保障AI代理执行安全 (Securing AI Agent Execution)

Large Language Models (LLMs) have evolved into AI agents that interact with external tools and environments to perform complex tasks. The Model Context Protocol (MCP) has become the de facto standard for connecting agents with such resources, but security has lagged behind: thousands of MCP servers execute with unrestricted access to host systems, creating a broad attack surface. In this paper, we introduce AgentBound, the first access control framework for MCP servers. AgentBound combines a declarative policy mechanism, inspired by the Android permission model, with a policy enforcement engine that contains malicious behavior without requiring MCP server modifications. We build a dataset containing the 296 most popular MCP servers, and show that access control policies can be generated automatically from source code with 80.9% accuracy. We also show that AgentBound blocks the majority of security threats in several malicious MCP servers, and that policy enforcement engine introduces negligible overhead. Our contributions provide developers and project managers with a practical foundation for securing MCP servers while maintaining productivity, enabling researchers and tool builders to explore new directions for declarative access control and MCP security.

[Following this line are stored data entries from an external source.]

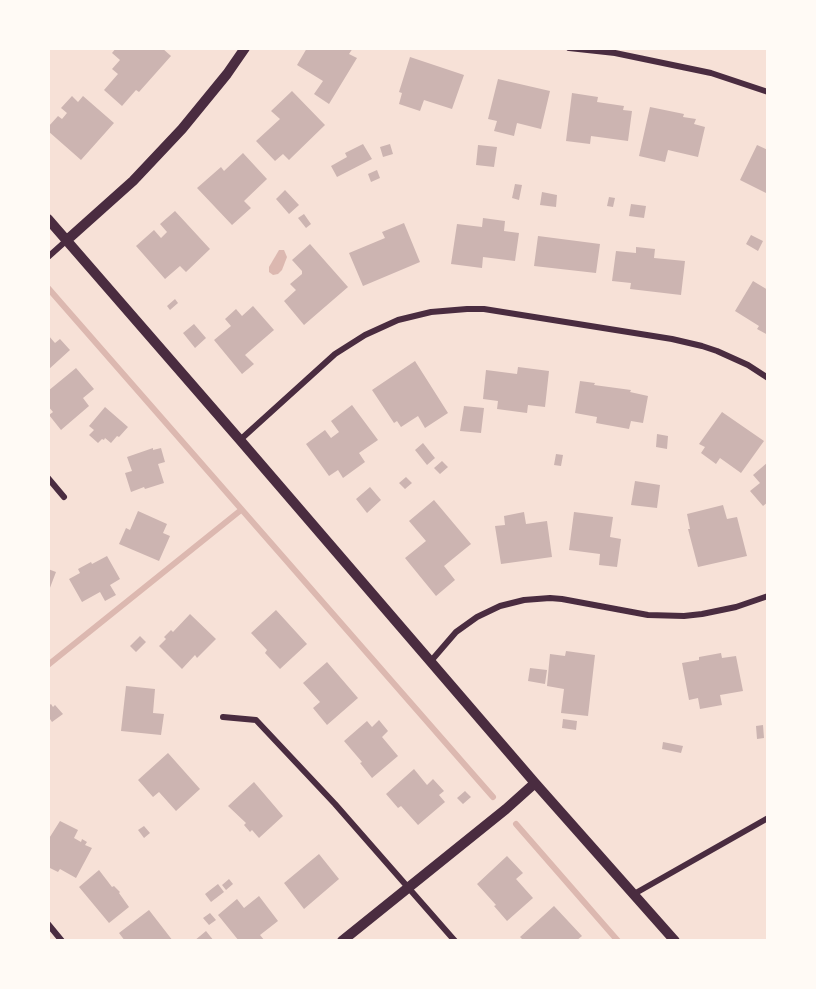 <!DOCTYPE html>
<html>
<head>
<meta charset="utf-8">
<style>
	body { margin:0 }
	#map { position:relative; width:816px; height:989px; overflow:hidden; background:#f7e1d7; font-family:"Zilla Slab",serif }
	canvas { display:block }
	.frame { position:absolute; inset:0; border:50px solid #fffaf5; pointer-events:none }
</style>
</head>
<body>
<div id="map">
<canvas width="816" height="989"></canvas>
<div class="frame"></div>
</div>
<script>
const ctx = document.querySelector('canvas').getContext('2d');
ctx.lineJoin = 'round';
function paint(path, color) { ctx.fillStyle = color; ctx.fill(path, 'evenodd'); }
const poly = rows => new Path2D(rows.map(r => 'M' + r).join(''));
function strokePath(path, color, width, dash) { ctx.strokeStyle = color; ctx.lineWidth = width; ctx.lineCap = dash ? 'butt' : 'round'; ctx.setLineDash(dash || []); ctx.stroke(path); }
paint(poly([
	[279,250,284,250,287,257,282,270,278,274,273,275,269,272,269,267]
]), '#dcb8b0');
strokePath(poly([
	[48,288,493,797],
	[48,665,241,510],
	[516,824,618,941]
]), '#dcb8b0', 6);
paint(poly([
	[116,48,162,48,171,56,139,92,136,90,122,106,104,90,118,74,112,69,120,60,112,53],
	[307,48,353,48,349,54,357,58,329,104,314,94,323,81,297,65],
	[410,57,464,75,452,109,424,100,420,111,399,104,402,93,399,92],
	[498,79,550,91,541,129,517,123,514,136,494,131,497,121,488,119],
	[292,91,325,125,289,160,283,154,275,161,256,141,280,119,271,111],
	[572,93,598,97,597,102,624,106,623,110,632,111,628,141,591,136,590,144,566,141],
	[72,96,78,102,83,96,114,123,81,160,48,131,48,127,58,116,62,119,67,113,61,108],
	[650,107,684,114,683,117,696,119,694,124,705,127,698,157,668,150,665,162,639,156],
	[363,144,372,159,337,177,331,166,347,157,345,153],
	[390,144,393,154,383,157,380,147],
	[478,145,497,147,494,167,476,165],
	[757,145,768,150,768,194,740,180],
	[243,153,267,179,244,201,251,208,232,225,197,188,221,167,224,171],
	[377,170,380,178,371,182,368,174],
	[515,184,522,185,519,200,512,198],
	[285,190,299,205,289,214,276,199],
	[542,192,557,195,556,207,540,205],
	[609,197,615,198,613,207,607,206],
	[631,204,646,206,644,218,629,216],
	[175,211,210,249,186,272,180,266,165,279,136,246,154,230,161,238,167,232,160,224],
	[304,214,311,224,306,228,298,218],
	[483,218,505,221,504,231,519,233,515,261,483,257,482,268,451,264,457,224,482,227],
	[404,223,420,262,363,286,349,253,385,238,382,232],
	[751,235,763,241,758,251,746,244],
	[538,236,600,244,596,273,534,266],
	[310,244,348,287,304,325,284,301,296,290,290,284,302,274,302,271,292,260],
	[636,247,655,249,654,258,685,261,681,295,630,289,631,283,612,281,616,251,636,253],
	[753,281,768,290,768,335,757,329,759,326,735,311],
	[175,299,178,303,170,310,167,306],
	[253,306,274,330,245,355,254,364,242,374,214,340,231,326,225,319,236,309,242,316],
	[194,324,206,338,195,348,183,333],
	[48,335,55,343,60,339,70,350,48,370],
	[415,361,448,413,425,428,418,416,401,427,397,421,394,423,372,390],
	[518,367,549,371,545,407,528,405,527,413,497,409,498,401,483,399,486,370,517,374],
	[76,368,94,389,83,398,89,406,61,430,49,415,53,412,48,406,48,391],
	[580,381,595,383,594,385,631,390,630,392,648,396,643,423,631,421,629,429,596,423,597,417,575,413],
	[352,405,378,440,359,453,365,462,343,478,338,470,329,476,306,444,325,430,331,438,339,432,331,421],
	[464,406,484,408,481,433,460,431],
	[105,407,128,427,119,437,117,436,111,443,105,438,104,440,102,439,98,443,89,435,94,430,89,426],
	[722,412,764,441,741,473,720,458,716,464,701,453,705,447,699,444],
	[657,434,668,436,667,449,656,447],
	[423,443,435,458,427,465,415,450],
	[153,448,153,450,161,448,165,462,158,464,164,483,145,489,144,487,131,492,125,473,132,471,127,457],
	[556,454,563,455,561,466,554,465],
	[442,461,448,467,440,474,434,468],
	[768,462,768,502,763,506,750,491,760,483,753,475],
	[406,477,412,483,405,489,399,483],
	[635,481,660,485,657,508,631,505],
	[370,487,381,500,367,513,356,499],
	[434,500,471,544,444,566,455,580,436,596,405,558,426,541,409,521],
	[723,505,727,519,737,517,747,556,698,567,688,529,690,529,687,514],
	[138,511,167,524,163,533,170,536,159,561,119,544,126,528,130,530],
	[524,512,526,524,547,521,552,557,501,564,495,526,505,525,504,516],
	[574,512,613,517,610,537,621,539,617,567,599,565,600,554,569,550],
	[107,556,120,579,110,585,116,595,105,601,100,592,82,602,69,579,80,573,78,569,91,562,92,564],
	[48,569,56,572,48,593],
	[276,610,307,644,280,669,265,653,267,650,251,633],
	[190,614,216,639,197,658,195,655,182,669,159,646,166,639,164,637,171,630,173,632],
	[140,636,146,642,136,652,130,646],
	[566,651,595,655,588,716,561,713,564,689,547,686,550,654,565,656],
	[721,653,722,658,736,656,743,691,720,695,722,705,700,709,698,698,689,700,682,663,699,660,699,657],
	[327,662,358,698,327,725,313,708,320,702,303,683],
	[530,668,547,670,545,684,528,681],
	[126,686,155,689,153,713,164,714,161,735,121,731],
	[51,704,53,707,55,705,63,714,52,722,48,716,48,706],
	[563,719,577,721,576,730,562,728],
	[379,720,388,731,382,737,398,756,372,778,360,763,362,762,344,741,367,721,372,727],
	[763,725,764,738,757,739,756,726],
	[663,742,683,746,681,753,662,749],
	[168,753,200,789,176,811,159,792,153,797,138,780],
	[414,769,427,785,433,779,444,791,439,795,445,802,418,825,401,806,398,808,386,794],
	[254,782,283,816,259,838,252,830,250,832,244,825,246,823,228,806],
	[465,791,471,797,463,804,457,798],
	[60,821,78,830,74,838,81,842,82,839,87,842,85,845,92,848,76,878,60,869,58,872,48,867,48,840],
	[144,826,150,833,144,838,138,830],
	[319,854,339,879,304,909,284,883],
	[507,856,523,873,516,879,533,898,507,921,494,906,496,905,477,884],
	[99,870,112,887,114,886,120,892,119,893,129,907,109,923,79,887],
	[229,879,233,884,226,890,222,885],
	[218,884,224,892,211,902,205,894],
	[259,896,278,921,260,935,265,941,239,941,218,915,237,899,244,908],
	[554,906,582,936,576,941,524,941,520,937],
	[149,910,173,941,125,941,119,933],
	[210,913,216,920,209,925,203,918],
	[206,931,214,941,194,941]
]), '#ccb4b1');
strokePath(poly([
	[569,48,615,53,711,73,768,92],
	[48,257,67,240],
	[240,440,335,354,365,335,398,320,431,312,467,309,484,309,672,339,702,346,717,351,748,365,768,378],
	[48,478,64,497],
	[431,661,456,632,477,617,500,606,524,600,550,598,562,599,648,615,684,616,702,614,736,607,768,596],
	[223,717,256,720,335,804,455,941],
	[634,894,768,818],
	[48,924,62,941]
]), '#4a2c40', 6);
strokePath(poly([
	[48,219,240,440,535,783,675,941],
	[67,240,133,181,182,129,227,74,245,48],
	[342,941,506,809,535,783]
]), '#4a2c40', 10);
</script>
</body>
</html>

翻译：大型语言模型（LLMs）已发展为能够与外部工具及环境交互以执行复杂任务的AI代理。模型上下文协议（MCP）已成为连接代理与这类资源的事实标准，但其安全性发展滞后：数以千计的MCP服务器在拥有对主机系统无限制访问权限的情况下执行，形成了广泛的攻击面。本文提出了首个面向MCP服务器的访问控制框架AgentBound。该框架结合了受Android权限模型启发的声明式策略机制与策略执行引擎，无需修改MCP服务器即可遏制恶意行为。我们构建了包含296个最流行MCP服务器的数据集，并证明访问控制策略可从源代码自动生成，准确率达80.9%。实验表明，AgentBound能有效拦截多个恶意MCP服务器中的主要安全威胁，且策略执行引擎引入的开销可忽略不计。我们的工作为开发者和项目经理提供了保障MCP服务器安全且保持生产效率的实践基础，使研究者和工具构建者能够探索声明式访问控制与MCP安全的新方向。